Remember those long-staying, TV-remote hogging, serial TV-serial watching distant relatives who used to arrive unannounced when you were a kid. And then stopped you from watching cricket in favour of their crappy TV serial. What were your feelings towards them? Whatever it was, it did not resemble love and affection. Now replace those crummy, intractable relatives of yore with your school subject of History or Social Sciences. Weren’t your feelings towards History kinda similar? I stake all the contents of my nearly empty wallet, that at least for the most of you, it was.

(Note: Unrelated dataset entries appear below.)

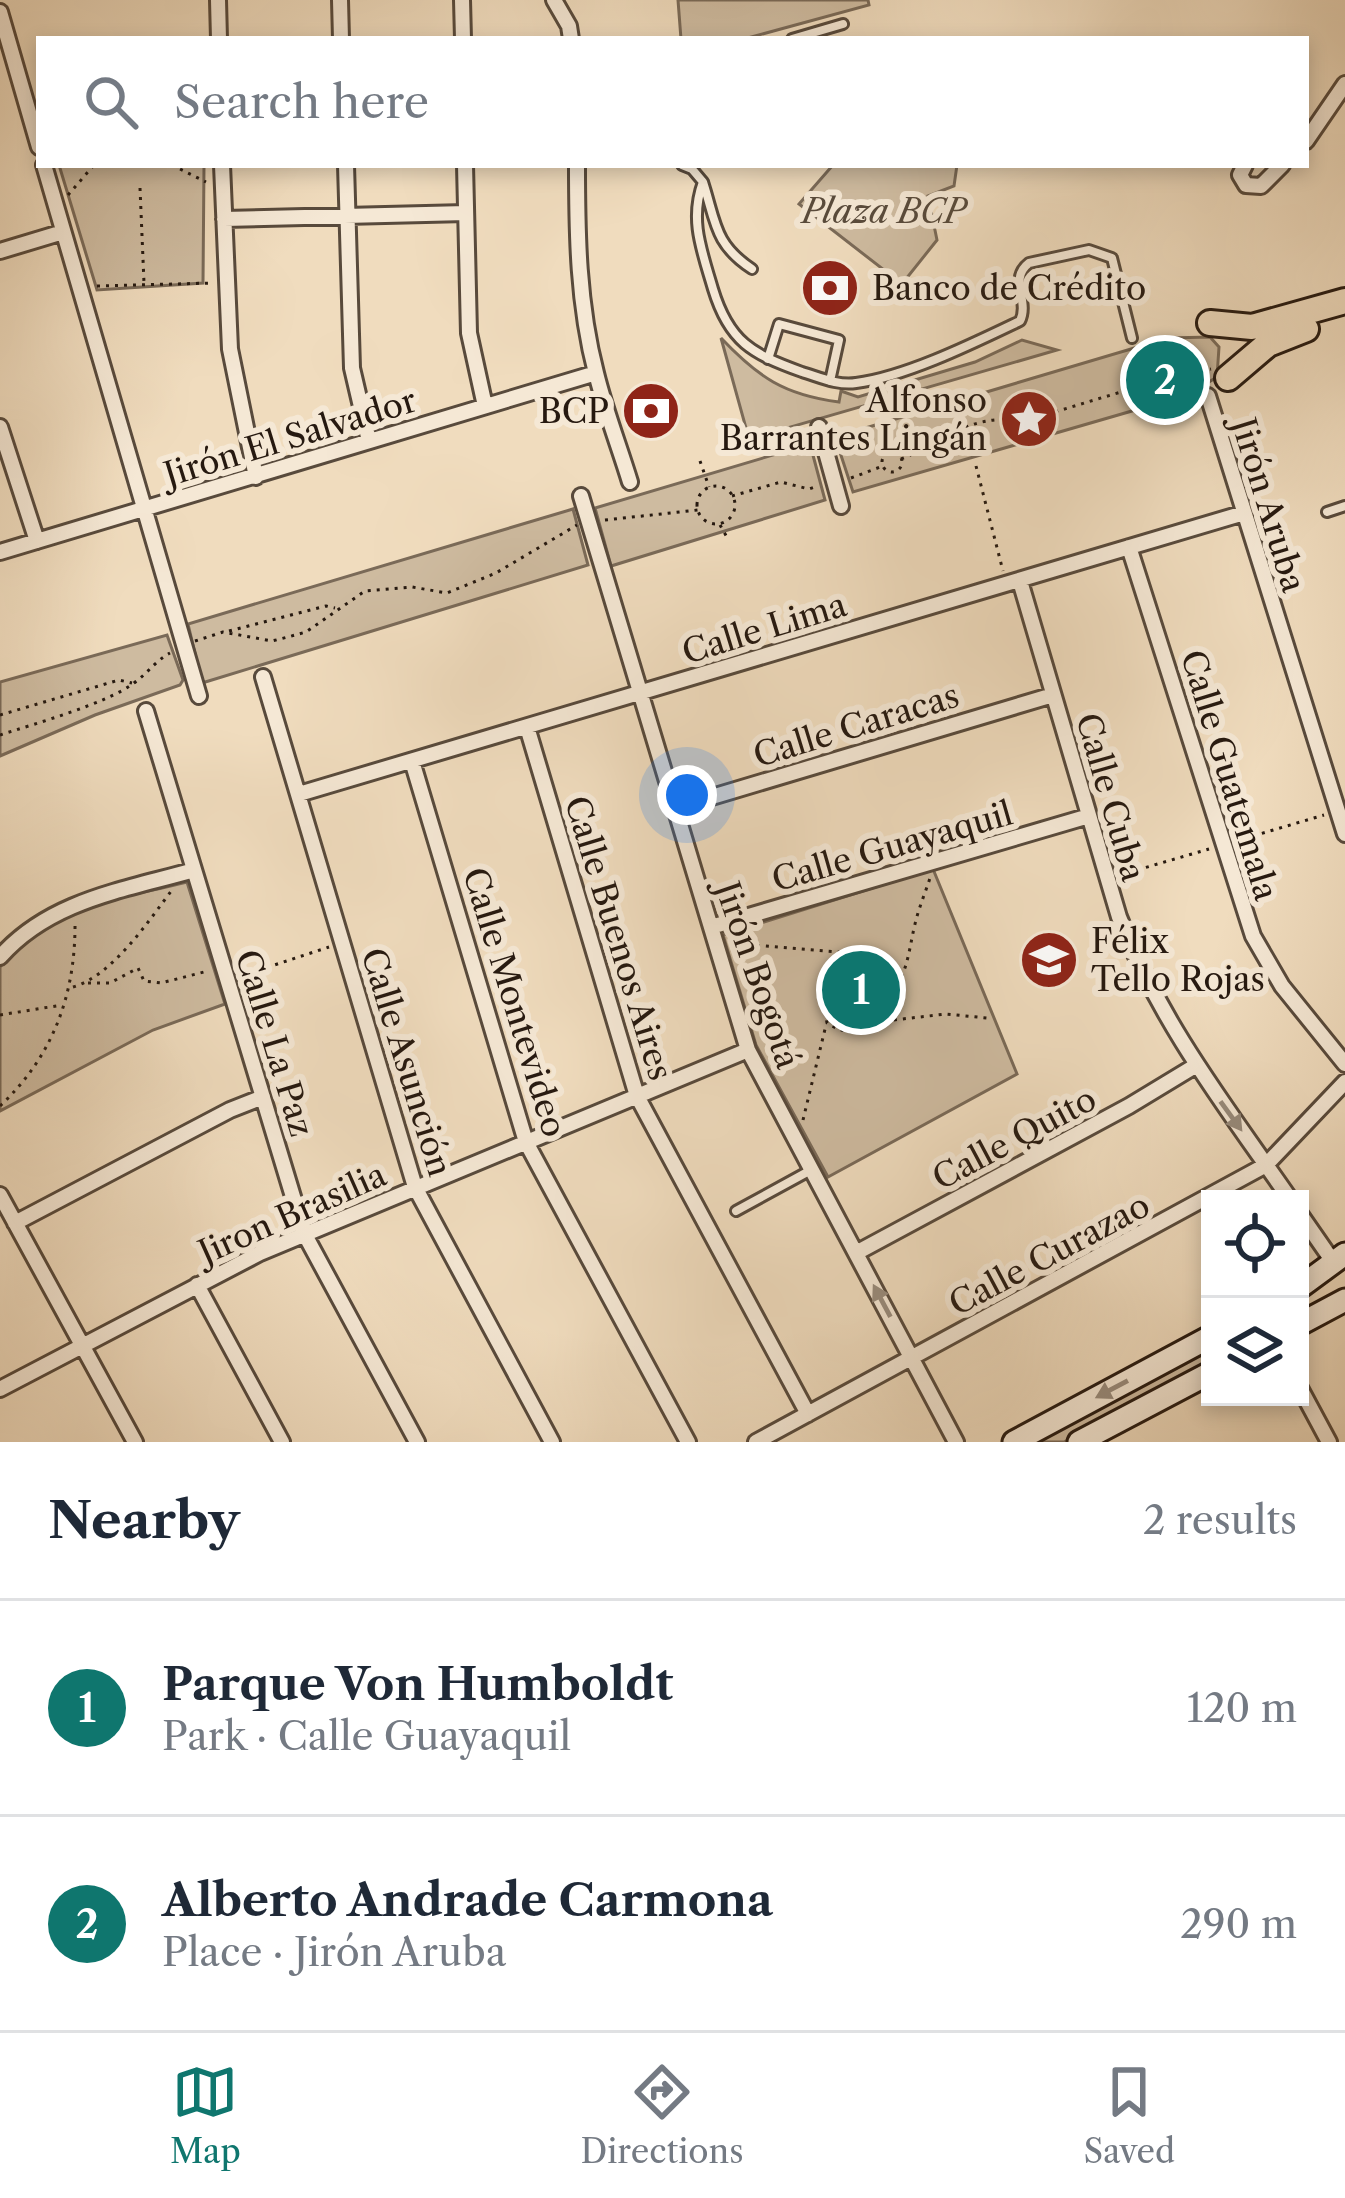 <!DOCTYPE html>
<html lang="en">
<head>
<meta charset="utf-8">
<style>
  :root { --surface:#fff; --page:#f2f2f3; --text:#1f2937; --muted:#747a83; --line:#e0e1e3; --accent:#0f766e }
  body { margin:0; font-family:"Libre Caslon Text",serif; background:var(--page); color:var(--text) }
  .controls { position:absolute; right:36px; bottom:36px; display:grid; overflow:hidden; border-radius:0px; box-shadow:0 6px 18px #0003 }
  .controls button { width:108px; height:108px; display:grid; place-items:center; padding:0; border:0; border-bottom:3px solid var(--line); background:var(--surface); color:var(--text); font:60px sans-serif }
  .you { position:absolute; left:687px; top:795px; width:42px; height:42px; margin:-30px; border:9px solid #fff; border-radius:50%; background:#1a73e8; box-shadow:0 0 0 18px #1a73e833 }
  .badge { display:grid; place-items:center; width:78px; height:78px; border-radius:50%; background:var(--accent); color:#fff; font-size:39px; font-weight:700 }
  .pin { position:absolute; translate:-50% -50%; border:6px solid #fff; box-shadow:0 3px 12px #0006 }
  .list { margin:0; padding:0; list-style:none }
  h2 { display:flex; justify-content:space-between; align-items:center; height:156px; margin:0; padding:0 48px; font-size:51px }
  h2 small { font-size:39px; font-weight:400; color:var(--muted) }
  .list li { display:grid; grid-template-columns:78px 1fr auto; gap:36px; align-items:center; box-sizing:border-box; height:216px; padding:0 48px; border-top:3px solid var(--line) }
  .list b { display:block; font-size:45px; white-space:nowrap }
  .list p { margin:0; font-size:39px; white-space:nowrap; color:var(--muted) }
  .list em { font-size:39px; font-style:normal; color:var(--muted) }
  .icon { flex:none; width:66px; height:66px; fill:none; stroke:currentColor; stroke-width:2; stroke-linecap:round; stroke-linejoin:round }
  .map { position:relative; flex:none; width:1345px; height:1442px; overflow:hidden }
  .search { position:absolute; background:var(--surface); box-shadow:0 6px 18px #0003; left:36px; right:36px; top:36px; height:132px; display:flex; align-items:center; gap:30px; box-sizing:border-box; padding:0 42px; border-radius:0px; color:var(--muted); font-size:45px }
  .sheet { height:588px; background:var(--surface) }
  nav { display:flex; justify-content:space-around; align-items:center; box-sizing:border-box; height:168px; border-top:3px solid var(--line); background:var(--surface); font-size:33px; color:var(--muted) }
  nav a { display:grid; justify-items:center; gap:6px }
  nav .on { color:var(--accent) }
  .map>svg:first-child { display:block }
  .green { fill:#cebba0; stroke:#7a6a58; stroke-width:3 }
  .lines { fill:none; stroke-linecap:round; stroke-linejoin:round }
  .lane-casing { stroke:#584a3c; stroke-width:14 }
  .street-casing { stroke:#584a3c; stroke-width:20 }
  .secondary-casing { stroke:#261910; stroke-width:27 }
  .primary-casing { stroke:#261910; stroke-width:30 }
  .path { stroke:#261910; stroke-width:3; stroke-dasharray:3 6; stroke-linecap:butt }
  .lane { stroke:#f5e8d5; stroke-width:8 }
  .street { stroke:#f5e8d5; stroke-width:14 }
  .secondary { stroke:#f5e8d5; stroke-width:21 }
  .primary { stroke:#f0dcbe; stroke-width:24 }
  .oneway { fill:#988b7c }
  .labels { text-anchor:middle; stroke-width:12; stroke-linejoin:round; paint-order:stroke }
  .park-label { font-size:33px; font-style:italic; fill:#584a3b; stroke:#f5e8d5 }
  .poi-label { font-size:33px; fill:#261910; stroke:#f5e8d5; text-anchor:start }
  .street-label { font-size:33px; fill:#261910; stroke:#f5e8d5 }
</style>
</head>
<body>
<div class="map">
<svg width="1345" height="1442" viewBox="0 0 1345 1442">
  <rect width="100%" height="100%" fill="#f0dcbe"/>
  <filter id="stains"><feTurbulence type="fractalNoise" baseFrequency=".00167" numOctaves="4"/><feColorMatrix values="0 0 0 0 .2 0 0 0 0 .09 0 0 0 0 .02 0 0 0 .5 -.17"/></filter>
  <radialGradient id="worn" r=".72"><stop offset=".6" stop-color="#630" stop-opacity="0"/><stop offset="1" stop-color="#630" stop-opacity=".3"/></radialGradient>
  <path class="green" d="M678,0H868L869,5L744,39H681Z
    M59,165H204L203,283L97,290Z
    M833,165H957L954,186L928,196L937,240L902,284L799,204Z
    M1210,337L1219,347L1217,377L1187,395L853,492L835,437L1168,338Z
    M721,338C758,377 784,395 839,402L841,391L858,397L975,362L1022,340L1057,350L749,439Z
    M810,444L825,500L611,566L595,508Z
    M573,509L588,565L202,683L188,624Z
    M167,635L183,680L180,685L95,715L0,756V682Z
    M933,869L1017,1074L828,1177L756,1045L723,935Z
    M187,882L225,1004L153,1030L0,1111V967C58,903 108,902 187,882Z
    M1210,1342V1364L1064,1442H1030Z"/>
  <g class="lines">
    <defs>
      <path id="lane" d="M792,39L843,24
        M682,165L692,169L703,182C689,220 702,251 713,289C729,342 752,354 802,372C819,377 838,386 856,383C905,377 974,343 1020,321C1030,301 1008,279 1029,263L1089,250L1112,258L1132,338
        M703,182C716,222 714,244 752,269
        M768,359L779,324L839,340L830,381
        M1327,512L1345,506
        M736,1211L811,1170"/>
      <path id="street" d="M218,0L219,39
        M340,0L341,39
        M462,0L463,39
        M554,0L569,26L571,39
        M0,12L39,147
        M1306,141L1345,84
        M44,165L199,696
        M222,165L230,349L256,477
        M346,165L352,368L369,441
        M465,165L469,333L485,406
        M577,165C577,235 578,304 596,373C605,410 619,446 630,482
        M1245,165L1240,175L1246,185L1261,186L1282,165
        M224,219L466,213
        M0,251L63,232
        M1208,396L1345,834
        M0,427L37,541
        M819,427L841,506
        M581,496L748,1050L956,1442
        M1129,547L1253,936L1282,986L1345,1064
        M0,552L596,373
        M1020,581L1119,917C1160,1022 1226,1107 1290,1199
        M263,677L415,1187L552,1442
        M146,711L304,1233L417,1442
        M527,727L637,1096L808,1414
        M412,761L526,1142L688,1442
        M299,794L1244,513
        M675,808L1053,695
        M711,927L1089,816
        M0,957C50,900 125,890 194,870
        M0,1195L135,1442
        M1300,1214L1334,1263
        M15,1223L230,1110L263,1097
        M856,1253L1129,1106L1195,1066
        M197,1285L282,1442
        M1300,1388L1329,1442
        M0,1389L260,1253L748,1050
        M756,1442L1266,1165L1345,1082"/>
      <path id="secondary" d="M1300,1287L1345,1254
        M1300,1324L1345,1300
        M1014,1442L1210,1337
        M1079,1442L1210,1373"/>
      <path id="primary" d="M1210,323L1252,327L1345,301
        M1228,378L1268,344L1306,329"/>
    </defs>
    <use href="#lane" class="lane-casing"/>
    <use href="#street" class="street-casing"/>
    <use href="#secondary" class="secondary-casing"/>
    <use href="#primary" class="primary-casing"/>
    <path class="path" d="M172,165L206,182
      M140,188L144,283
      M68,195L94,165
      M97,286L213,283
      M1154 380a11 11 0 1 1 22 0a11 11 0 1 1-22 0Z
      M1175,377L1211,369
      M1018 418a10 10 0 1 1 20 0a10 10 0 1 1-20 0Z
      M1038,417L1154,382
      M882 462a10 10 0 1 1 20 0a10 10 0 1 1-20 0Z
      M901,459C946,441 966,415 1019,420
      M700,461L709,487
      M976,466L1003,571
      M851,478L883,466
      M697 505a19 19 0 1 1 38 0a19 19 0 1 1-38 0Z
      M732,496L781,482L809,489L818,486
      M605,520L698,510
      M720,525L728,539
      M229,631L326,606L335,608
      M195,641L223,632L272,641L288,637L306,632L365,591L412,587L447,593L496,573L577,525
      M0,715L119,680L132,683
      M0,735C34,724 108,703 134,683C148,673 155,661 170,653
      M1236,841L1324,815
      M1120,875L1209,849
      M730,943L851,953L862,969V980
      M241,976L329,947
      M840,982H862L879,989C903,1031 857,1043 827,1023L823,997Z
      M88,983H110L138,968L144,981L161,983L208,971
      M73,987C113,975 147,923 172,890
      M886,999C908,977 908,953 915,924C919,907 926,891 931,875
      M0,1015L62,1005
      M885,1021L946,1014L987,1018
      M0,1106C54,1055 76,993 75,920
      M803,1120L826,1025"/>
    <use href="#lane" class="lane"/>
    <use href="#street" class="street"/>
    <use href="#secondary" class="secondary"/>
    <use href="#primary" class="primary"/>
  </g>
  <defs><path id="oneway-solid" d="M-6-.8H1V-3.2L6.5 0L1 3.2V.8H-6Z" transform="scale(3)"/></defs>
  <g class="oneway">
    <use href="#oneway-solid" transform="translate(1231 1116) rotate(54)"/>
    <use href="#oneway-solid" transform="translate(882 1301) rotate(-118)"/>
    <use href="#oneway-solid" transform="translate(1112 1389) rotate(152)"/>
  </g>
  <defs>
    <symbol id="bank-disc" viewBox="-11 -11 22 22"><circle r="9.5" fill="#8f2418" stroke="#f5e8d5"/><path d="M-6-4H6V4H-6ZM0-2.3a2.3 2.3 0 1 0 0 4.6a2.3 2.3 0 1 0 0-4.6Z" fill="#fff"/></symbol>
    <symbol id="sight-disc" viewBox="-11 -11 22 22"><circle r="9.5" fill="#8f2418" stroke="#f5e8d5"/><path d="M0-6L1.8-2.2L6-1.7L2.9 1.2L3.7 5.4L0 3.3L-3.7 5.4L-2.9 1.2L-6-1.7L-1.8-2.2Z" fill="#fff"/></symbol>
    <symbol id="school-disc" viewBox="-11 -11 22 22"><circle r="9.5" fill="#8f2418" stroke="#f5e8d5"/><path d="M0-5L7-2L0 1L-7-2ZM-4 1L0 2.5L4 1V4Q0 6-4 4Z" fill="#fff"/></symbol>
  </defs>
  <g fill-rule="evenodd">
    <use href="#bank-disc" x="797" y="255" width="66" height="66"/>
    <use href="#bank-disc" x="618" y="378" width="66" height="66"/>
    <use href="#sight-disc" x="996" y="386" width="66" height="66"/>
    <use href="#school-disc" x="1016" y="927" width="66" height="66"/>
  </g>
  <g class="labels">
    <g class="park-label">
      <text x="884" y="223">Plaza BCP</text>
    </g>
    <g class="poi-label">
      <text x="872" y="300">Banco de Crédito</text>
      <text x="987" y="412" text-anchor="end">Alfonso<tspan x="987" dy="38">Barrantes Lingán</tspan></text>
      <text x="609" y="423" text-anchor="end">BCP</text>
      <text x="1091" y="953">Félix<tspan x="1091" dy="38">Tello Rojas</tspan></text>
    </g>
    <g class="street-label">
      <text transform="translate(290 437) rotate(-17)" y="12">Jirón El Salvador</text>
      <text transform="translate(1269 505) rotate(73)" y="12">Jirón Aruba</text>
      <text transform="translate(764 628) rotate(-17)" y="12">Calle Lima</text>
      <text transform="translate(856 725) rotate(-17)" y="12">Calle Caracas</text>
      <text transform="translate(1230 775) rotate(73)" y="12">Calle Guatemala</text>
      <text transform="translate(1111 797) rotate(74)" y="12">Calle Cuba</text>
      <text transform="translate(892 846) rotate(-16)" y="12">Calle Guayaquil</text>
      <text transform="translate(619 938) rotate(73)" y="12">Calle Buenos Aires</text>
      <text transform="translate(758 975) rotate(71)" y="12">Jirón Bogotá</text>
      <text transform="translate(515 1002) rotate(73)" y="12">Calle Montevideo</text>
      <text transform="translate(275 1043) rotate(73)" y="12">Calle La Paz</text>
      <text transform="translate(407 1062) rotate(73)" y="12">Calle Asunción</text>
      <text transform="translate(1014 1138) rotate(-28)" y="12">Calle Quito</text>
      <text transform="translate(292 1213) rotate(-24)" y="12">Jiron Brasilia</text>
      <text transform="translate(1049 1254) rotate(-28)" y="12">Calle Curazao</text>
    </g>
  </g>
  <rect width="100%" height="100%" filter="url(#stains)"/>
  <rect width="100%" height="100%" fill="url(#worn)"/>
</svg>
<div class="controls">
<button><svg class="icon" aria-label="locate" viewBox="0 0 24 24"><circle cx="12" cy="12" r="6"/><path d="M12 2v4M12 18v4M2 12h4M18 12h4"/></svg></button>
<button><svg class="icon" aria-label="layers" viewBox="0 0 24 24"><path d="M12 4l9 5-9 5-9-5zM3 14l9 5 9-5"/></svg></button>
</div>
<div class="you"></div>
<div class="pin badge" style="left:861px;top:990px">1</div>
<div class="pin badge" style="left:1165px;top:380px">2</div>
<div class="search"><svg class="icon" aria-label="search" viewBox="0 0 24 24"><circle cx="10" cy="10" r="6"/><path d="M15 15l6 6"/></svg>Search here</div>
</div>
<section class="sheet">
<h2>Nearby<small>2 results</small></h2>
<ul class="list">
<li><span class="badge">1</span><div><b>Parque Von Humboldt</b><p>Park · Calle Guayaquil</p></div><em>120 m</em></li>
<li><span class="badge">2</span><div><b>Alberto Andrade Carmona</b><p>Place · Jirón Aruba</p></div><em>290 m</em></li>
</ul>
</section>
<nav>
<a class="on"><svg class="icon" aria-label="map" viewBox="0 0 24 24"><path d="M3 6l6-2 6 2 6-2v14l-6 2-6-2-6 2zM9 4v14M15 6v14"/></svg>Map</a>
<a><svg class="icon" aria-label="directions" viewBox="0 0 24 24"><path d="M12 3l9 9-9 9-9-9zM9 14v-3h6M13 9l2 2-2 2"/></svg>Directions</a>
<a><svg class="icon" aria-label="saved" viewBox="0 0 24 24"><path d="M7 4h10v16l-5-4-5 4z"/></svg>Saved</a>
</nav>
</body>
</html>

History for most of us, was always a major impediment, an obstacle, an immovable object opposing our unstoppable drive towards knowledge ( Read Maths and Science). Useless questions like ‘how does Babar’s fun and frolic in 1476 affect my future’ were raised, without an iota of hope for a definite answer. What we used to get was a growl or a scowl or perhaps both. What we could only do was utter the choicest expletives under our breath, memorize those never ending dates and practice our artistic talents on the unfortunate photographs of the great souls printed in our textbooks.
In our academic pecking order, Maths and Science always figured at the top, subjects that we had to master. History mostly figured somewhere at the bottom of this list, lower than drawing, craft, value education and even Aayo Naga perhaps. Has our monumental indifference towards History enabled our educationists and academicians to disfigure, hell mutilate..our own history and actually get away with it?